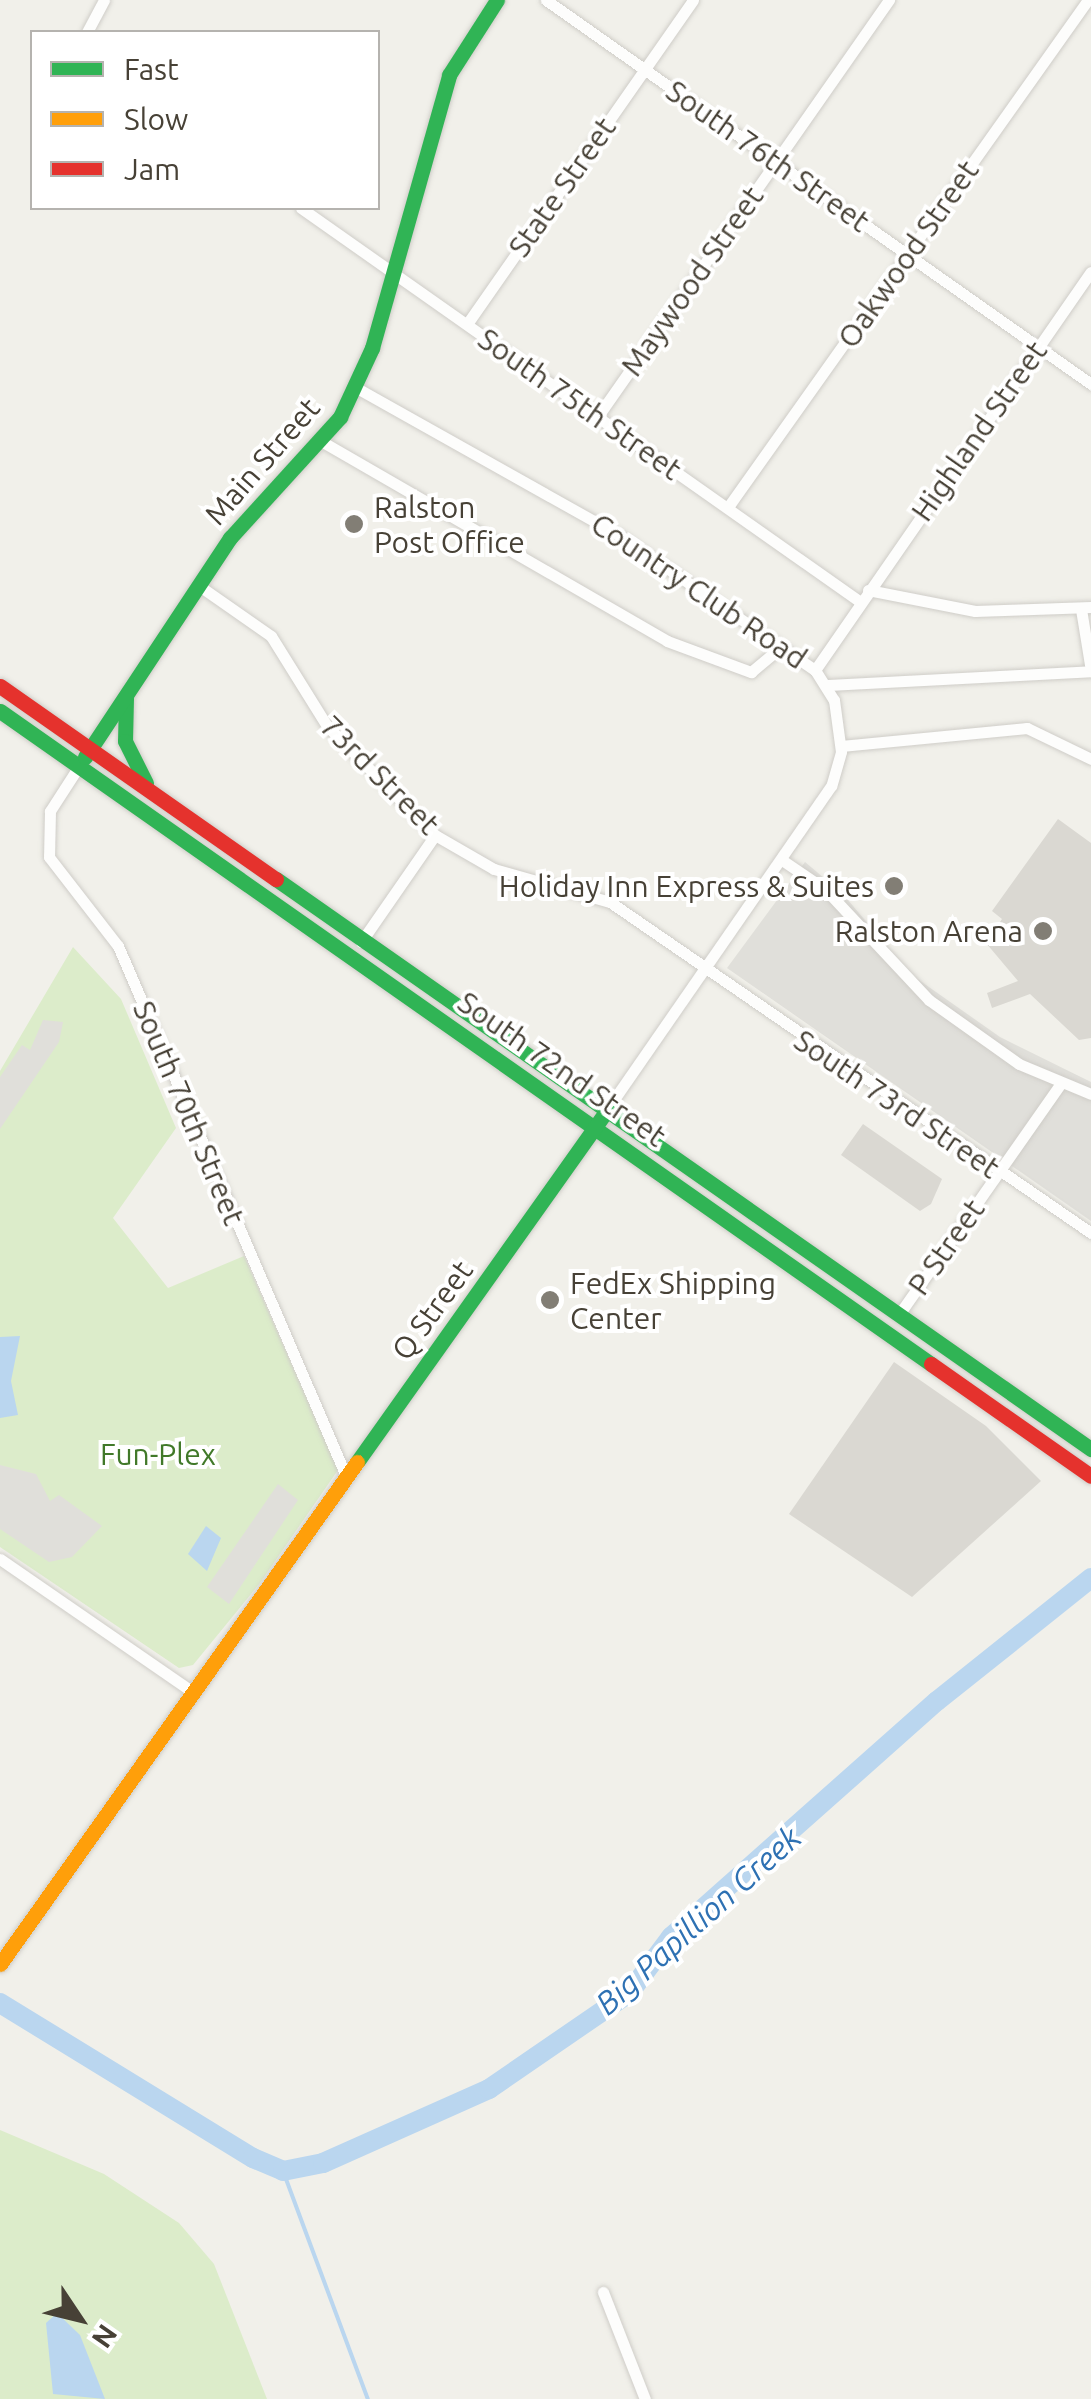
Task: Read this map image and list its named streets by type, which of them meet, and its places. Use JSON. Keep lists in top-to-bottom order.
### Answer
{
  "streets": {
    "main road": ["Main Street", "South 72nd Street", "Q Street"],
    "street": [
      "South 76th Street",
      "State Street",
      "Oakwood Street",
      "Maywood Street",
      "South 75th Street",
      "Highland Street",
      "Country Club Road",
      "73rd Street",
      "South 73rd Street",
      "South 70th Street",
      "P Street"
    ]
  },
  "crossings": [
    ["South 76th Street", "State Street"],
    ["South 76th Street", "Oakwood Street"],
    ["South 76th Street", "Maywood Street"],
    ["South 76th Street", "Highland Street"],
    ["State Street", "South 75th Street"],
    ["Oakwood Street", "South 75th Street"],
    ["Maywood Street", "South 75th Street"],
    ["South 75th Street", "Main Street"],
    ["South 75th Street", "Country Club Road"],
    ["Highland Street", "Country Club Road"],
    ["Main Street", "Country Club Road"],
    ["Main Street", "73rd Street"],
    ["Main Street", "South 72nd Street"],
    ["Main Street", "South 70th Street"],
    ["Country Club Road", "Q Street"],
    ["73rd Street", "South 73rd Street"],
    ["73rd Street", "Q Street"],
    ["South 72nd Street", "South 70th Street"],
    ["South 72nd Street", "P Street"],
    ["South 72nd Street", "Q Street"],
    ["South 73rd Street", "P Street"],
    ["South 73rd Street", "Q Street"],
    ["South 70th Street", "Q Street"]
  ],
  "water": ["Big Papillion Creek"],
  "parks": ["Fun-Plex"],
  "places": [
    "Ralston Post Office",
    "Holiday Inn Express & Suites",
    "Ralston Arena",
    "FedEx Shipping Center"
  ],
  "legend": ["Fast", "Slow", "Jam"],
  "north": "bottom right"
}
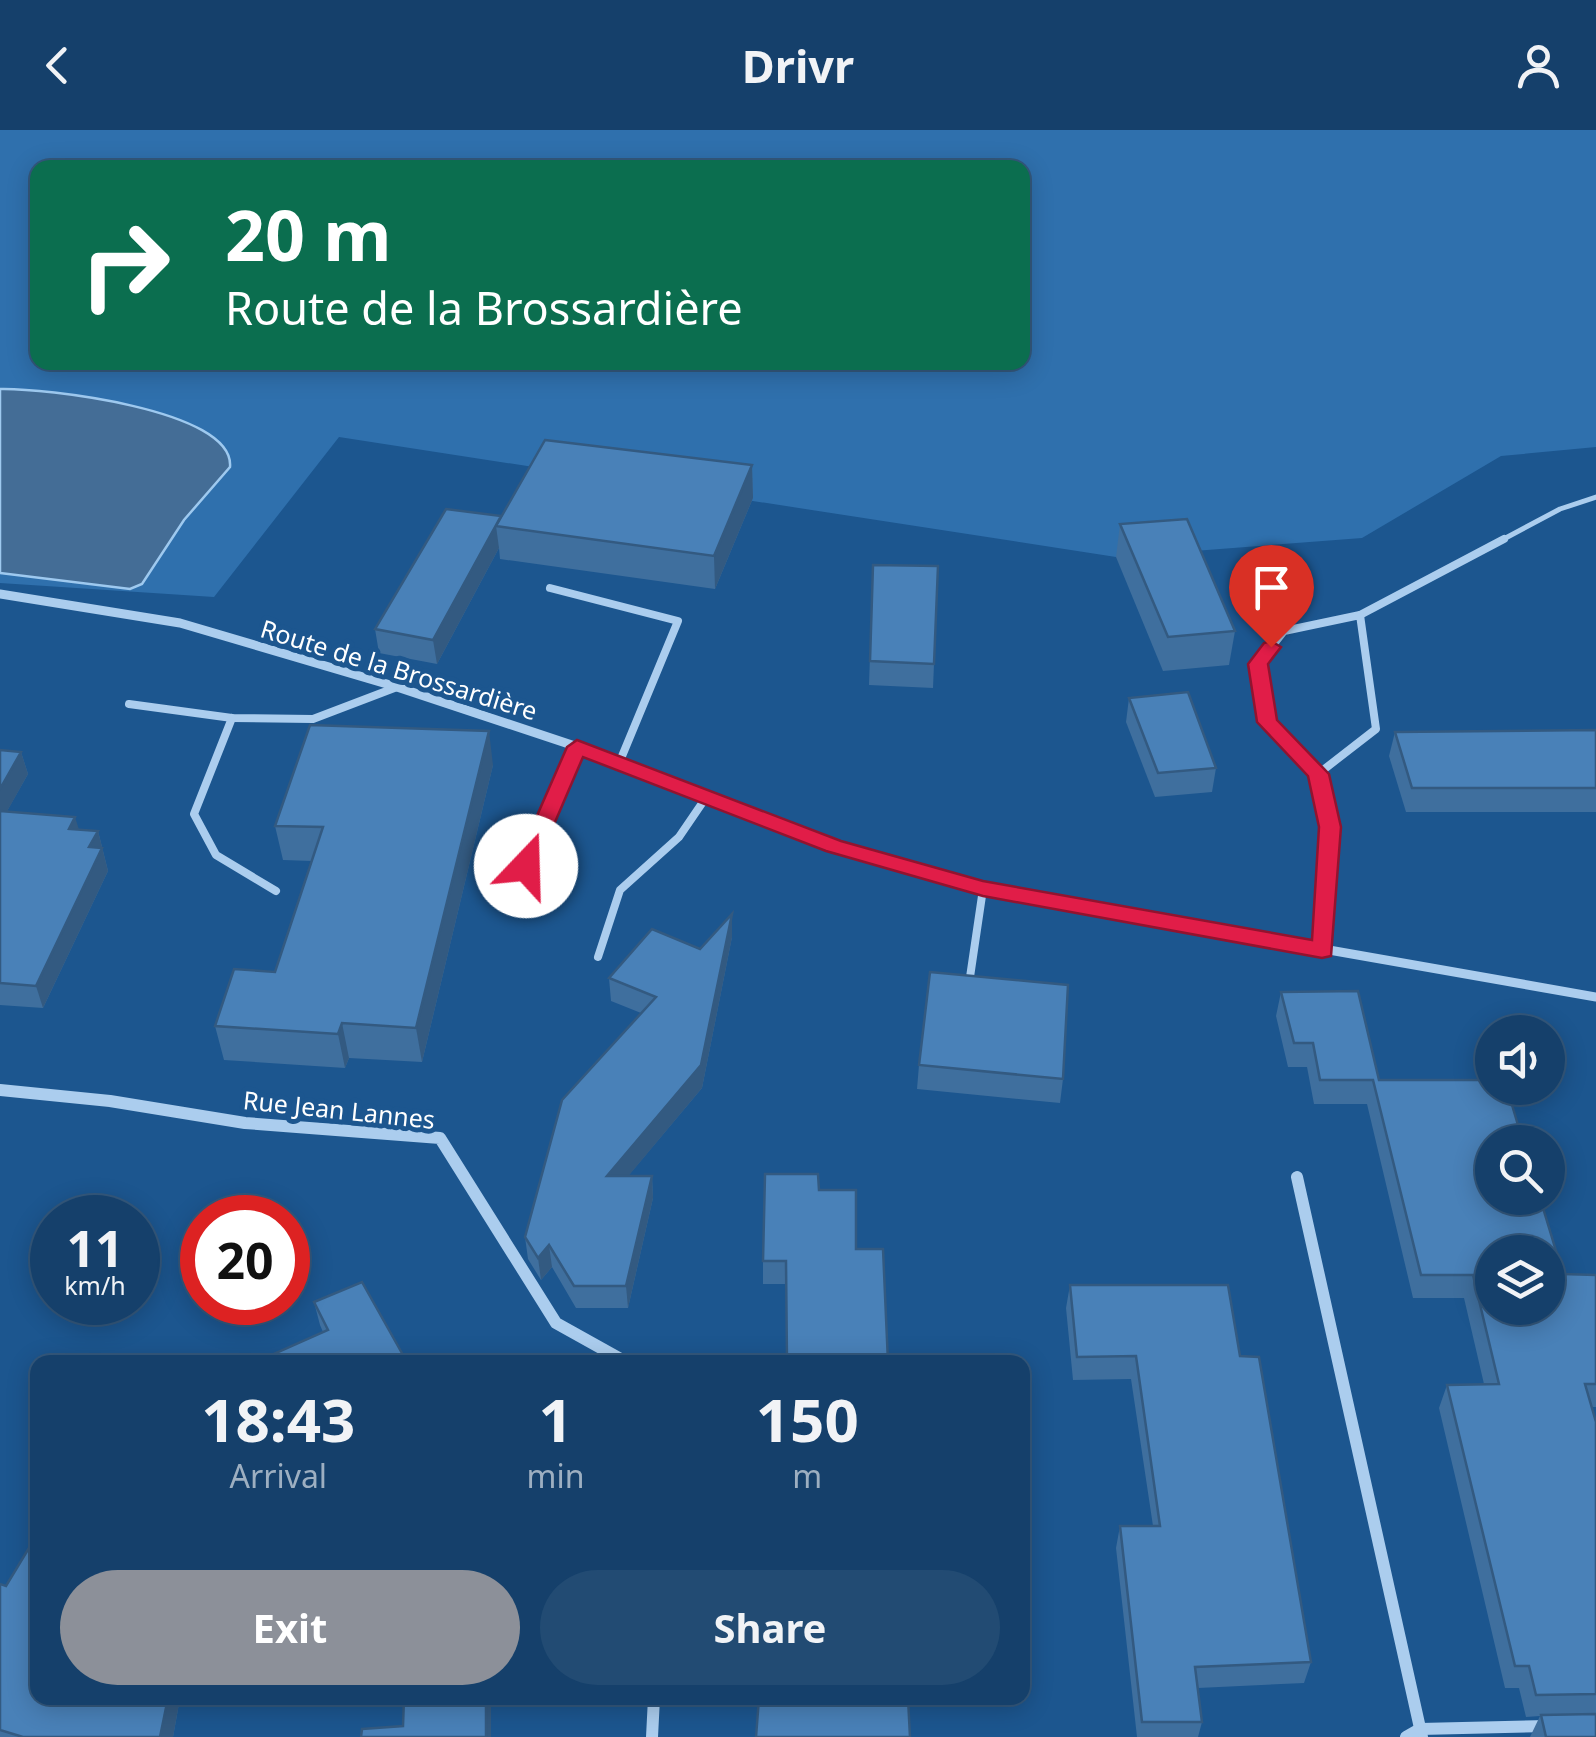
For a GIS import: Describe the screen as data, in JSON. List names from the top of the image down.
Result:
{
  "streets": {
    "street": ["Route de la Brossardière", "Rue Jean Lannes"]
  },
  "page": {
    "header": "Drivr",
    "turn": ["20 m", "Route de la Brossardière"],
    "speed": "11 km/h",
    "limit": "20",
    "eta": [
      "18:43",
      "Arrival",
      "1",
      "min",
      "150",
      "m"
    ],
    "buttons": ["Exit", "Share"]
  }
}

**PROMPT**
Write out the data exactly, and exclude every picture it holds.

**RESPONSE AREA**
Task: Read this map image and list its named streets by type, which of them meet, and its places. Use JSON. Keep lists in top-to-bottom order.
### Answer
{
  "streets": {
    "main road": ["Main Street", "South 72nd Street", "Q Street"],
    "street": [
      "South 76th Street",
      "State Street",
      "Oakwood Street",
      "Maywood Street",
      "South 75th Street",
      "Highland Street",
      "Country Club Road",
      "73rd Street",
      "South 73rd Street",
      "South 70th Street",
      "P Street"
    ]
  },
  "crossings": [
    ["South 76th Street", "State Street"],
    ["South 76th Street", "Oakwood Street"],
    ["South 76th Street", "Maywood Street"],
    ["South 76th Street", "Highland Street"],
    ["State Street", "South 75th Street"],
    ["Oakwood Street", "South 75th Street"],
    ["Maywood Street", "South 75th Street"],
    ["South 75th Street", "Main Street"],
    ["South 75th Street", "Country Club Road"],
    ["Highland Street", "Country Club Road"],
    ["Main Street", "Country Club Road"],
    ["Main Street", "73rd Street"],
    ["Main Street", "South 72nd Street"],
    ["Main Street", "South 70th Street"],
    ["Country Club Road", "Q Street"],
    ["73rd Street", "South 73rd Street"],
    ["73rd Street", "Q Street"],
    ["South 72nd Street", "South 70th Street"],
    ["South 72nd Street", "P Street"],
    ["South 72nd Street", "Q Street"],
    ["South 73rd Street", "P Street"],
    ["South 73rd Street", "Q Street"],
    ["South 70th Street", "Q Street"]
  ],
  "water": ["Big Papillion Creek"],
  "parks": ["Fun-Plex"],
  "places": [
    "Ralston Post Office",
    "Holiday Inn Express & Suites",
    "Ralston Arena",
    "FedEx Shipping Center"
  ],
  "legend": ["Fast", "Slow", "Jam"],
  "north": "bottom right"
}
For a GIS import: Describe the screen as data, in JSON. List names from the top of the image down.
Result:
{
  "streets": {
    "street": ["Route de la Brossardière", "Rue Jean Lannes"]
  },
  "page": {
    "header": "Drivr",
    "turn": ["20 m", "Route de la Brossardière"],
    "speed": "11 km/h",
    "limit": "20",
    "eta": [
      "18:43",
      "Arrival",
      "1",
      "min",
      "150",
      "m"
    ],
    "buttons": ["Exit", "Share"]
  }
}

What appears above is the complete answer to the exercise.